- [Dataset extract]
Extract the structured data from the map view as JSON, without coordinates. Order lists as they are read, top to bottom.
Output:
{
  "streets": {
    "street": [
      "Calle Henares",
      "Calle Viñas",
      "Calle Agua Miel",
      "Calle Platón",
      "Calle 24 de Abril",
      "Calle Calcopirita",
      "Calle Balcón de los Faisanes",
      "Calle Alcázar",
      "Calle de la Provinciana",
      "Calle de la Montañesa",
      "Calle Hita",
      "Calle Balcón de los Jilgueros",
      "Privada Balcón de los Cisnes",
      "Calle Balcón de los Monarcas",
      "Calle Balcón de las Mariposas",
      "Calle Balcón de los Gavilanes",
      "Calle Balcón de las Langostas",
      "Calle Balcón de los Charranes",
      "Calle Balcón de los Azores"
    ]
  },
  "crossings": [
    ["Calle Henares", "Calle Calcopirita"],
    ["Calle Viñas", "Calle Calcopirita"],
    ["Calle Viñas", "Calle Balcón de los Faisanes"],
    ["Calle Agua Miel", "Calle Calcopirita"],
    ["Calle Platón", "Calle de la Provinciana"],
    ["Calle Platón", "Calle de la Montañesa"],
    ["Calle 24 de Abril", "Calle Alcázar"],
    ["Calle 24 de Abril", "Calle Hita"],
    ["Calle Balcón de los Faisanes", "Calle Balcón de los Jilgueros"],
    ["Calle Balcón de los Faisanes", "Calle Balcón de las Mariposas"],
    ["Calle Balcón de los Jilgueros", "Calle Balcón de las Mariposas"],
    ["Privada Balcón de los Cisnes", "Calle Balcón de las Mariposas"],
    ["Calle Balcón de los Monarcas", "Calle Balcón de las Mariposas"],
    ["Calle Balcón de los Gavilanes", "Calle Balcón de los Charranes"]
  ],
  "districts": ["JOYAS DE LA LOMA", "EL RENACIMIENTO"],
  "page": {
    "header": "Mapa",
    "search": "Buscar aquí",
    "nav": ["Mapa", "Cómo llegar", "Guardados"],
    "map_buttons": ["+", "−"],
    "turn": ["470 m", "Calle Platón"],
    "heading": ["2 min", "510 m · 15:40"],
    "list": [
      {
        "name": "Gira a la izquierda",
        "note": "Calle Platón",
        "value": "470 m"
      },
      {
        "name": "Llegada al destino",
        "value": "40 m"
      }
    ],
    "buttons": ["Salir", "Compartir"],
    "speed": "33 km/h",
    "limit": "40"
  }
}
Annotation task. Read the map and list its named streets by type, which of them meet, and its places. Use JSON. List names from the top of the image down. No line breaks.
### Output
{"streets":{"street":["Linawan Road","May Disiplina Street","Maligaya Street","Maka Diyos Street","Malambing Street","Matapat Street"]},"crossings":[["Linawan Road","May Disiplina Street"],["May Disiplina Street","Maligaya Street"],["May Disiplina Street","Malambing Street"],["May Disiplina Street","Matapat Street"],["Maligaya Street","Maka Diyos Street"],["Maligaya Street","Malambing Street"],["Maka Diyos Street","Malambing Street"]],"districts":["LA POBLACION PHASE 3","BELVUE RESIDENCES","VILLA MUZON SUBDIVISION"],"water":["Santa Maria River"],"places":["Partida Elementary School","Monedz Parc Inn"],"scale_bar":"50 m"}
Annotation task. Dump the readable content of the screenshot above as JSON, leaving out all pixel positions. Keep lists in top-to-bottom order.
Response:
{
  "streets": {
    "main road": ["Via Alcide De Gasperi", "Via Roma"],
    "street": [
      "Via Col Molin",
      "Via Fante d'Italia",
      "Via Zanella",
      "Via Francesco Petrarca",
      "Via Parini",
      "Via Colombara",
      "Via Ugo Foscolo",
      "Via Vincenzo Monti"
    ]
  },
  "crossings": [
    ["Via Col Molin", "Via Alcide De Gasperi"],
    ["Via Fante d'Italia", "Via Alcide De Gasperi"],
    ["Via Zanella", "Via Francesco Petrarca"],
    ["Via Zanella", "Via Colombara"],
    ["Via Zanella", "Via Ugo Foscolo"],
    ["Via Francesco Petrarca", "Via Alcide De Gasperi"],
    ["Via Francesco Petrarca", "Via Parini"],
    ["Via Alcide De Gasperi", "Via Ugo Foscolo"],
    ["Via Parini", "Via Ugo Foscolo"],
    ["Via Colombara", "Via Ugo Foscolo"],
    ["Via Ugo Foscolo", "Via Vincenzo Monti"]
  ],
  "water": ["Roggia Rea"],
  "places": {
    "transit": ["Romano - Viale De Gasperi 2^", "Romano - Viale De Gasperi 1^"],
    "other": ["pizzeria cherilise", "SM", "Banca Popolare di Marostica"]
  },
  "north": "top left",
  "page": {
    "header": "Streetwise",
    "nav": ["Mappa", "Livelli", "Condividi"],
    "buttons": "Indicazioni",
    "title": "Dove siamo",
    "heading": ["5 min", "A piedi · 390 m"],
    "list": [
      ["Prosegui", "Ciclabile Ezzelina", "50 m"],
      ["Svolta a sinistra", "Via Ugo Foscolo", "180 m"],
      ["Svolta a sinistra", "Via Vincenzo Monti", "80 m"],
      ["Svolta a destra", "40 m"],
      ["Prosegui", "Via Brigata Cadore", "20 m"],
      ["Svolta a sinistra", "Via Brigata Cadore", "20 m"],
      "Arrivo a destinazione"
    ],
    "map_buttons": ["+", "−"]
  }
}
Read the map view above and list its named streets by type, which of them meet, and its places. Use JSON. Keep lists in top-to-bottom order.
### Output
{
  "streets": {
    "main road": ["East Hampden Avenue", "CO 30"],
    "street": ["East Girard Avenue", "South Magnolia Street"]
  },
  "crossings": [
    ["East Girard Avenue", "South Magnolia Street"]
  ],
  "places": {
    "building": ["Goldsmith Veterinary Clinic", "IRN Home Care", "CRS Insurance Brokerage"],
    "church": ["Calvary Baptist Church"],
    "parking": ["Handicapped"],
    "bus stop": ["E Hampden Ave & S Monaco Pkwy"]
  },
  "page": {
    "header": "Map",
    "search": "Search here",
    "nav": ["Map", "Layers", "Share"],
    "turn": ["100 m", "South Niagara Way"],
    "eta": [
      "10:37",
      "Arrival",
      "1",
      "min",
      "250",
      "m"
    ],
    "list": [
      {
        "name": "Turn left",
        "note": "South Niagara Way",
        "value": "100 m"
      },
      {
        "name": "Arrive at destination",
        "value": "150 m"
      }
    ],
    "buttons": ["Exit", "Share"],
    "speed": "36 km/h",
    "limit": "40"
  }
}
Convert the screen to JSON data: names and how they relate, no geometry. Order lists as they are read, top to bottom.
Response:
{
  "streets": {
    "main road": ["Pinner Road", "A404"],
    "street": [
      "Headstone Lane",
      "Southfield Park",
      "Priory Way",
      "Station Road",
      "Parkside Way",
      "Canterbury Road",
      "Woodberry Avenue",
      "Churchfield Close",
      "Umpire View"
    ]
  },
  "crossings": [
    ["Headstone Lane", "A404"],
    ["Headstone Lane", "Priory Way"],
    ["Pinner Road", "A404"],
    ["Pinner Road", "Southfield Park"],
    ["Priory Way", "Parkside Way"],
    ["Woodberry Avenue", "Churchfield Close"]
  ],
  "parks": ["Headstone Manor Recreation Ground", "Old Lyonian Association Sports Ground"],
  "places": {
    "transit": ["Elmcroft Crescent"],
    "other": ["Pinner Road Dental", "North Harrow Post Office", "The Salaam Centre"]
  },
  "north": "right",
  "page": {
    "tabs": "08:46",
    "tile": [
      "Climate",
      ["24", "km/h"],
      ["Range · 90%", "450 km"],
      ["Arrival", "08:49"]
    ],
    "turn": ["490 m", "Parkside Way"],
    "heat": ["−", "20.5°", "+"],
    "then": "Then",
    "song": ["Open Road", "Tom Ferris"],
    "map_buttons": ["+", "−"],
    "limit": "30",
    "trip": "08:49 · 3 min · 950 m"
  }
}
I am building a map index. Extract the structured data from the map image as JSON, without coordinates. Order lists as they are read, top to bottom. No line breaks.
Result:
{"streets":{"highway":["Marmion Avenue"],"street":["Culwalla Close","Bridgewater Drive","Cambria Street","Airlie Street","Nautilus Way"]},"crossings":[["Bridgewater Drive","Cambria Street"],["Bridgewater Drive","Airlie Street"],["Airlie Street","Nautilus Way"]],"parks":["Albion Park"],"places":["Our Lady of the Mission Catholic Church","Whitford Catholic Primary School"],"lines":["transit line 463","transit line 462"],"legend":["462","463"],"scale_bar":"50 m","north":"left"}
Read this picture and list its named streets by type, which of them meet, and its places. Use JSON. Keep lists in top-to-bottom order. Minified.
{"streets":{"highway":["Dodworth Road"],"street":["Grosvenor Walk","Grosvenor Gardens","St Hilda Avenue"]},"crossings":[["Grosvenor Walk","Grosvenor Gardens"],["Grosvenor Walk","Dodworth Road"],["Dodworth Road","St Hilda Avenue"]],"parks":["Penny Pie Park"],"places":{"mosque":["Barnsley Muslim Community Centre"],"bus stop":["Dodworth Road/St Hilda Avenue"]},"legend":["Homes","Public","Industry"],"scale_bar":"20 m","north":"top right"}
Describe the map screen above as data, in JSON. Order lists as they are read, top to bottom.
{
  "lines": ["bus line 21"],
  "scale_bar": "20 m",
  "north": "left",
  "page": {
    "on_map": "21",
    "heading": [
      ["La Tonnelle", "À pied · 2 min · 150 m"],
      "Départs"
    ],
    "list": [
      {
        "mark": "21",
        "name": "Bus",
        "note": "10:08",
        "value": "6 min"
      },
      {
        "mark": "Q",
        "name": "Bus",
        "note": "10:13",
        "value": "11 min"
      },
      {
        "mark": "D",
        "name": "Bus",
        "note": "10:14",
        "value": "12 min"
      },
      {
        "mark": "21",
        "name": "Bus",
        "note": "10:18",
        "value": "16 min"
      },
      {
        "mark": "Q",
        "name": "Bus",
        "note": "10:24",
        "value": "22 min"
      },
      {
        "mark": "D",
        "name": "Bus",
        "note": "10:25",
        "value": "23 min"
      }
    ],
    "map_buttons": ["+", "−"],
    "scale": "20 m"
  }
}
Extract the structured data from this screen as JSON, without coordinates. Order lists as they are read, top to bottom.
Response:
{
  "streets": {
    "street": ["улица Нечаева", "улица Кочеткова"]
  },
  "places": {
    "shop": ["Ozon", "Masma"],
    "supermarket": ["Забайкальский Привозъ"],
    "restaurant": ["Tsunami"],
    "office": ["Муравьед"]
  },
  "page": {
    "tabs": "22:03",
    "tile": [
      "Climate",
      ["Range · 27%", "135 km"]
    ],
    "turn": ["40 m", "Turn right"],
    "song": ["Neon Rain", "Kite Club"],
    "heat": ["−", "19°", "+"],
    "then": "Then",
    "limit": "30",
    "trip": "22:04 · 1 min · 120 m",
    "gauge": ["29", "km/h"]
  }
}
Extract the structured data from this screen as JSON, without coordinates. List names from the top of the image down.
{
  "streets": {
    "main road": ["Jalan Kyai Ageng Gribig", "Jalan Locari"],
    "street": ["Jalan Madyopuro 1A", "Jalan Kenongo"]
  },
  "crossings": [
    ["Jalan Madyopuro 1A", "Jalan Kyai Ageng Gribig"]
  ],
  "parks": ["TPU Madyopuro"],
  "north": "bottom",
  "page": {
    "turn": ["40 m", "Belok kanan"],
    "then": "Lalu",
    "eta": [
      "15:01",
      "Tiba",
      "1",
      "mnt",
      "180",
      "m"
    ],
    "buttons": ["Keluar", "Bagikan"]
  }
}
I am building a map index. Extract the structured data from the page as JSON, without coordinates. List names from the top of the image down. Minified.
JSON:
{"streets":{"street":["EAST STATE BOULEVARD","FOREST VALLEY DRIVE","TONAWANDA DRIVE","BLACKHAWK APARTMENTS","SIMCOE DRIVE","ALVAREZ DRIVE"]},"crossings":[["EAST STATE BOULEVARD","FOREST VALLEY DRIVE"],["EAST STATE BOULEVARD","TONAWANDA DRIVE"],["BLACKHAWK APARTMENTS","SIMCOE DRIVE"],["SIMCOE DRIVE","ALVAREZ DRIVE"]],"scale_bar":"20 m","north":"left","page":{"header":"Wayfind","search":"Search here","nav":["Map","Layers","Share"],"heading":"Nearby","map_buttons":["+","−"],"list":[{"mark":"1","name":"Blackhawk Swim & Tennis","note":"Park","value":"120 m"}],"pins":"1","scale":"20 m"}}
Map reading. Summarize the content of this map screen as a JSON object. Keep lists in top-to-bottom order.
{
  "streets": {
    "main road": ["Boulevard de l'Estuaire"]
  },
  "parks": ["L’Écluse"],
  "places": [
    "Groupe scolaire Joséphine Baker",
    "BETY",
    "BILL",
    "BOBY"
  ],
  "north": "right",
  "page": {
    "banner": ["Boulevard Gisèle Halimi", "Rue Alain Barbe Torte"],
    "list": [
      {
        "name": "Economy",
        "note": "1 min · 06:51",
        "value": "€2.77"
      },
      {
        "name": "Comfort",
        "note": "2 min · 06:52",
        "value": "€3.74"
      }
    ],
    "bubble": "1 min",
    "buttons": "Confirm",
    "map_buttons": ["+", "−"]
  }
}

- [The task] Filter the listing above down to the lines that contain the word "Annotation".

- [Result of the task]
Annotation task. Read the map and list its named streets by type, which of them meet, and its places. Use JSON. List names from the top of the image down. No line breaks.
Annotation task. Dump the readable content of the screenshot above as JSON, leaving out all pixel positions. Keep lists in top-to-bottom order.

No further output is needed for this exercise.